2026-05-22

Source Access: The Audit Trail for AI-Generated HTML

When you share AI-generated HTML, the output is only half the story. Use source access to attach a verifiable audit trail: commit permalinks, inputs, and the workflow context reviewers actually need.

developer workflowsource accessAI agentsHTML artifactsreview workflow

Table of contents

  1. What source access means for HTML artifacts
  2. The minimum viable audit trail
  3. How to package sources without leaking secrets
  4. A BinHTML-friendly workflow
  5. A checklist before you share

What source access means for HTML artifacts

An HTML artifact is an output surface: a report, dashboard, spec, or interactive summary an agent generated for a specific task. The viewer link is what you share.

Source access is everything you share alongside that viewer link to answer the reviewer’s real questions: Where did this come from? What inputs did it use? What changed between versions?

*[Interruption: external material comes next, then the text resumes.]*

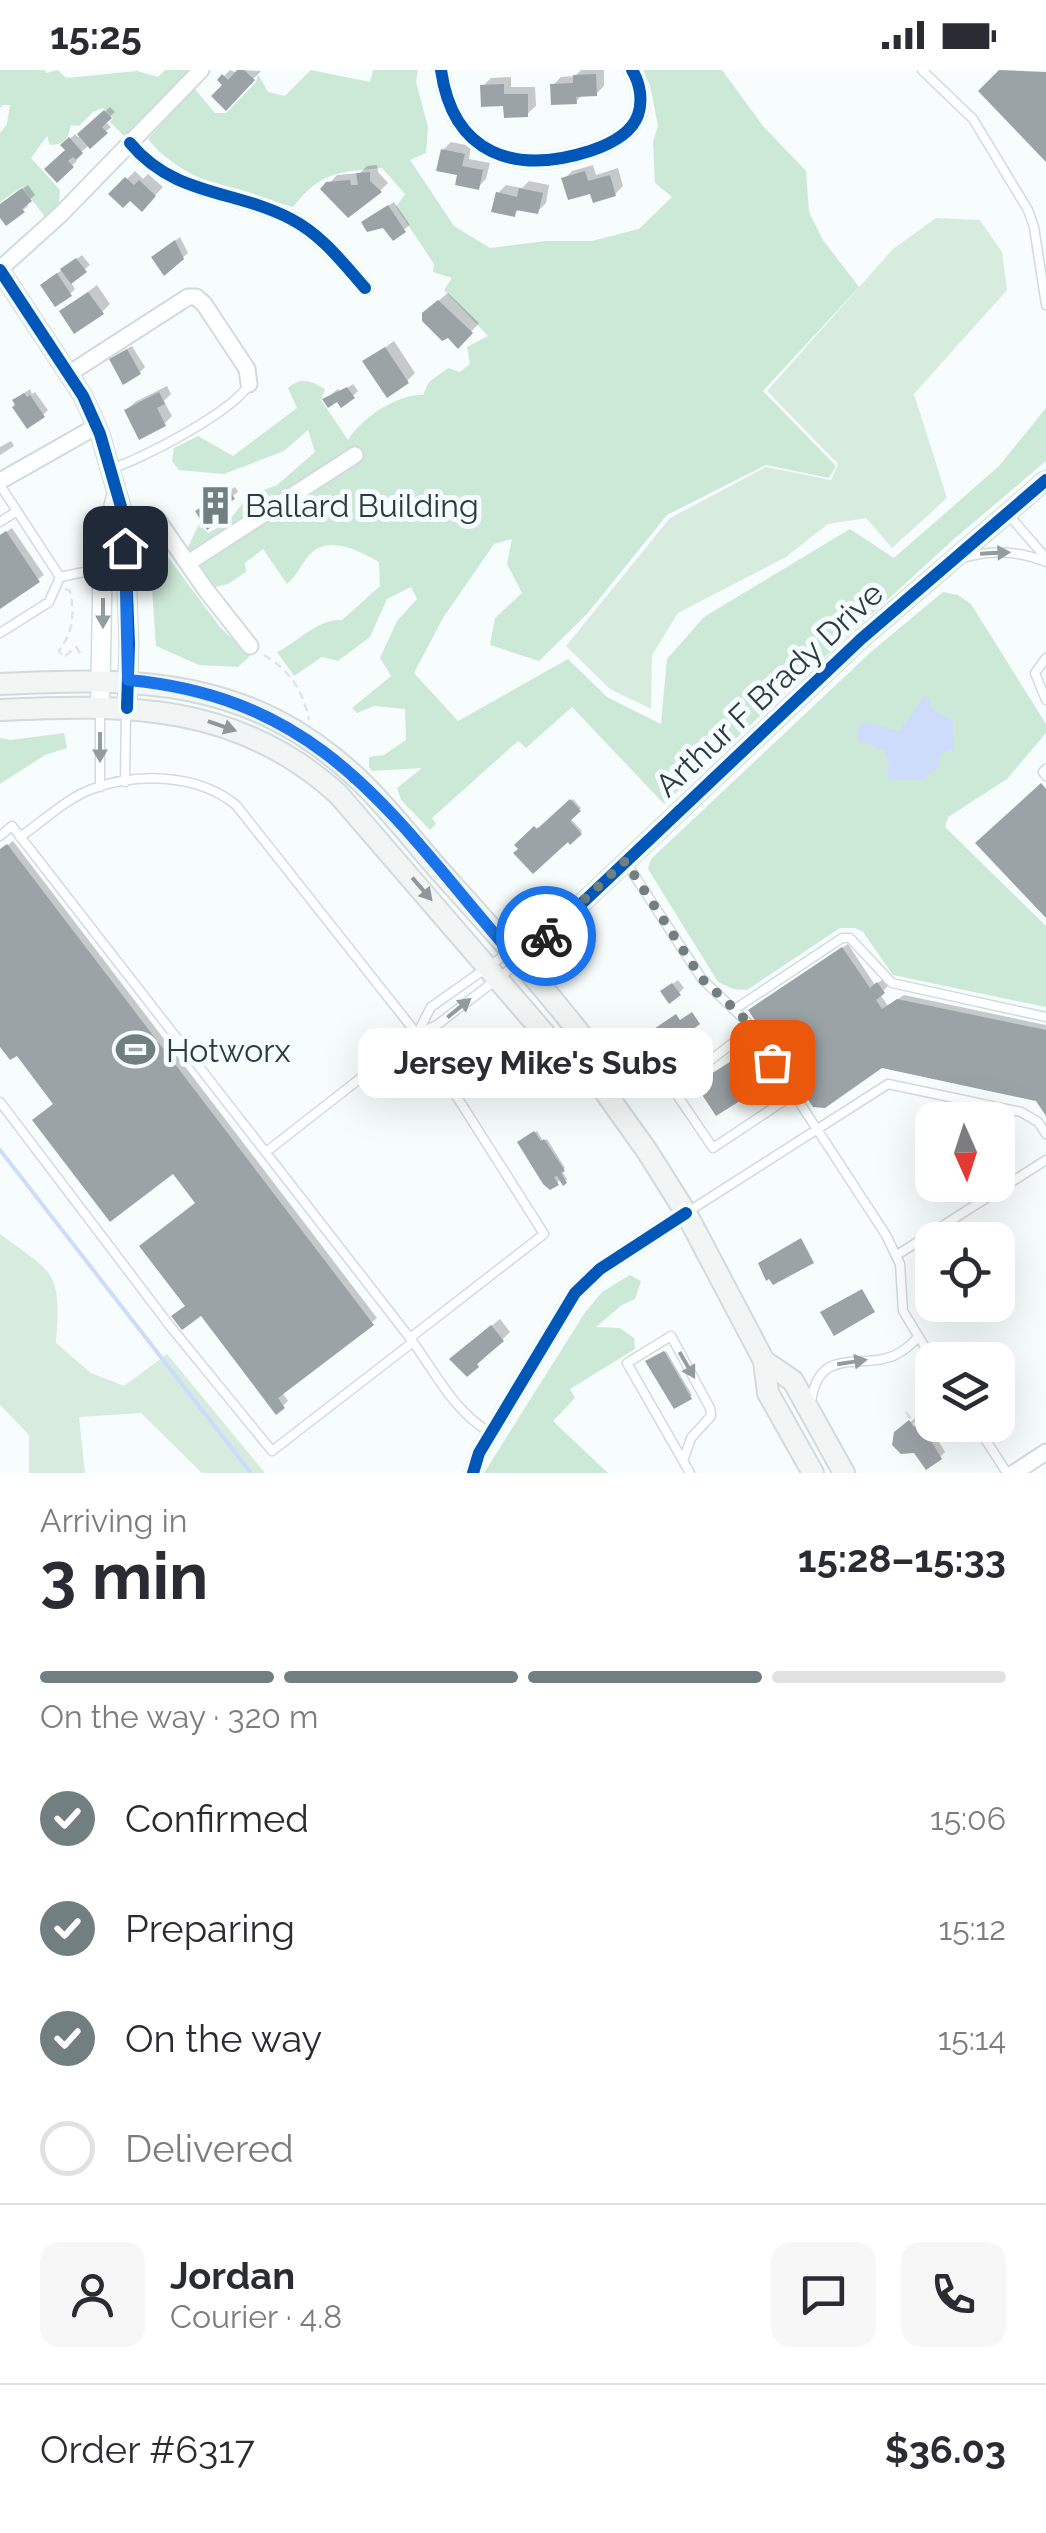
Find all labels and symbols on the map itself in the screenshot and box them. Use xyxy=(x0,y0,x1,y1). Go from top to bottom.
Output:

This is why source access is different from “view source” on a website. You are not trying to reverse engineer a product. You are trying to validate a one-off work output.

The minimum viable audit trail

If someone cannot reproduce (or at least explain) the artifact, they cannot confidently act on it. A practical audit trail usually includes:

  • A stable link to the exact input snapshot (for code, that often means a commit permalink, not main).
  • A short list of the inputs that mattered: files, URLs, tickets, or datasets.
  • The generation context: what the artifact claims to be, and what it intentionally ignores.
  • Version history or diffs, so reviewers can answer “what changed?” before they answer “is it correct?”.

A tiny trick that helps: when you’re linking to GitHub source, use permalinks (press y on a file page) so the link is pinned to a commit.

How to package sources without leaking secrets

Source access is a capability. If you enable it, assume recipients will read everything you expose. That makes the packaging decision the whole game.

Some practical rules:

  1. Prefer references over raw dumps. Link to a commit permalink or an internal ticket instead of pasting full files.
  2. Separate “inputs” from “credentials”. If the artifact needs secrets to generate, do not include those in any source bundle.
  3. Make the boundary explicit. Write one sentence that says what was and was not in scope for generation.
  4. Capture provenance, not noise. Frameworks like SLSA and in-toto are aimed at software supply chains, but the idea translates well: record what ran and what it touched so a reviewer can validate the story.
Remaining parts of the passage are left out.